Il primo passo per programmare la prossima stagione, quella del centenario, è stato definito. La riconferma del direttore sportivo Giovanni Dolci che lunedì ha firmato un biennale con il sodalizio arancione, è certamente un atto concreto per gettare le basi per il futuro. «Sono orgoglioso di questo biennale che dimostra la stima della società nei miei confronti e che garantisce continuità, permettendomi di proseguire il progetto tecnico che avevo iniziato qui la scorsa estate. Soprattutto – ha aggiunto il direttore sportivo – quello con i giovani che vanno aspettati per poter vedere i frutti del lavoro con loro».
Dopo l’addio di Pancaro adesso serve un sostituto sulla panchina arancione: «Innanzitutto voglio ringraziare il mister per il lavoro fatto – ha sottolineato Dolci – anche se purtroppo il campionato terminato in anticipo non gli ha permesso di concludere fino in fondo il suo lavoro con la squadra. Adesso andiamo avanti. L’identikit dell’allenatore che cerchiamo è quello di una persona equilibrata, che conosce la categoria, in grado di lavorare con i giovani ma al tempo stesso con la giusta ambizione di vedere Pistoia come una tappa e un trampolino per la sua carriera».
Per quanto riguardo la rosa, la Pistoiese quest’anno partirà da un buon numero di giocatori firmati anche per la prossima stagione, ma non è escluso il rinnovo di altri protagonisti tra quelli che hanno lasciato il segno nell’ultima annata: «Abbiamo già alcuni contratti e ne faremo uno da professionista anche a Tempesti. Lui è giovane ed è di Pistoia, è un classe 2001, per cui basterebbe anche l’addestramento tecnico, ma vogliamo dare al ragazzo e alla città un segnale importante.

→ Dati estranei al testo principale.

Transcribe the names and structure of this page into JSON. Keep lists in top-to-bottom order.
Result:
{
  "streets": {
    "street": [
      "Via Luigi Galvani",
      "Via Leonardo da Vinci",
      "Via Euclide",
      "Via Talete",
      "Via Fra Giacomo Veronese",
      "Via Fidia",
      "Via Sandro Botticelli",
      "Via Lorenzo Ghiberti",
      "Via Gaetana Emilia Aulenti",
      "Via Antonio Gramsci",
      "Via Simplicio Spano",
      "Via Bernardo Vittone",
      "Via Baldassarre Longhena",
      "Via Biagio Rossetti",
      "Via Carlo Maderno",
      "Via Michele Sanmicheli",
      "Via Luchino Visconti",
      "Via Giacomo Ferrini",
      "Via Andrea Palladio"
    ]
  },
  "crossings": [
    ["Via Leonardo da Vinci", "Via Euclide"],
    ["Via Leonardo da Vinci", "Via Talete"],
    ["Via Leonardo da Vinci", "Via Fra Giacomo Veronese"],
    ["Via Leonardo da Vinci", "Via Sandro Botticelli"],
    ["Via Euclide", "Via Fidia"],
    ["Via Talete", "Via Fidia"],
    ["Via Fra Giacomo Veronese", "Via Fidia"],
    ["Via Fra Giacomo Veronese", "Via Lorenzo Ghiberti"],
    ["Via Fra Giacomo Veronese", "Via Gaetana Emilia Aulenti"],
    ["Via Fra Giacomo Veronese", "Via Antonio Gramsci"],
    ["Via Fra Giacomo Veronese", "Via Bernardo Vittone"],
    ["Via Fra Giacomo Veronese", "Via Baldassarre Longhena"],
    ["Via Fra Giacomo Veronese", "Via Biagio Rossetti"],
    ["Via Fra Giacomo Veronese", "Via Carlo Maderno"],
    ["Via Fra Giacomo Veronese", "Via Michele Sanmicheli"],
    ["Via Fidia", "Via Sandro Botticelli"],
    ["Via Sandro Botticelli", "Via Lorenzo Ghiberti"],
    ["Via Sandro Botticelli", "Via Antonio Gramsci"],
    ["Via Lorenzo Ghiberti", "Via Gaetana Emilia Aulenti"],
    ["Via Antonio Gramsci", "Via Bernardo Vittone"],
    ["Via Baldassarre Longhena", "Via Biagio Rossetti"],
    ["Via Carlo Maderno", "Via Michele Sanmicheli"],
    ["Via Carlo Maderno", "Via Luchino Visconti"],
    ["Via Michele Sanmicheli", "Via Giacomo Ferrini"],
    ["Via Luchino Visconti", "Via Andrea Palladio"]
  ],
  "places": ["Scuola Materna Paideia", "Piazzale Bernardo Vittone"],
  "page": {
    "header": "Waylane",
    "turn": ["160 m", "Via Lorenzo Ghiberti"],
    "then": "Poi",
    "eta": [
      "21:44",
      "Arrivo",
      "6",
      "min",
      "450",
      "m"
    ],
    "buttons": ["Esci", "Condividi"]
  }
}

Inoltre – aggiunge ancora Dolci parlando della rosa – proveremo anche a rinnovare qualche altro calciatore che ha fatto bene nella passata stagione».
Giovanni Dolci non ha dubbi sulla Pistoiese del centenario: «Sarà una squadra giovane ma con anche elementi di esperienza. Cerchiamo uomini e non solo calciatori a cui far indossare la maglia arancione. Sono sicuro che sarà una squadra interessante, con buona gamba, che corre e che entusiasma».
La prossima sessione di mercato aprirà ufficialmente soltanto il 1 settembre. I tempi quindi si allungano rischiando di vanificare il vantaggio della Pistoiese che, avendo chiuso la stagione, può già programmare la prossima da alcune settimane: «Per adesso lavoreremo sugli svincolati e sui prestiti dalle squadre superiori. Poi è chiaro che sarà un mercato diverso, ma lo sarà per tutti, per questo anche noi, come pure gli altri, dovremo adattarci alla situazione. Sinceramente – ha concluso il direttore sportivo orange – mi dispiacerebbe perdere il vantaggio che adesso abbiamo rispetto a tante altre che ancora non hanno finito la propria stagione».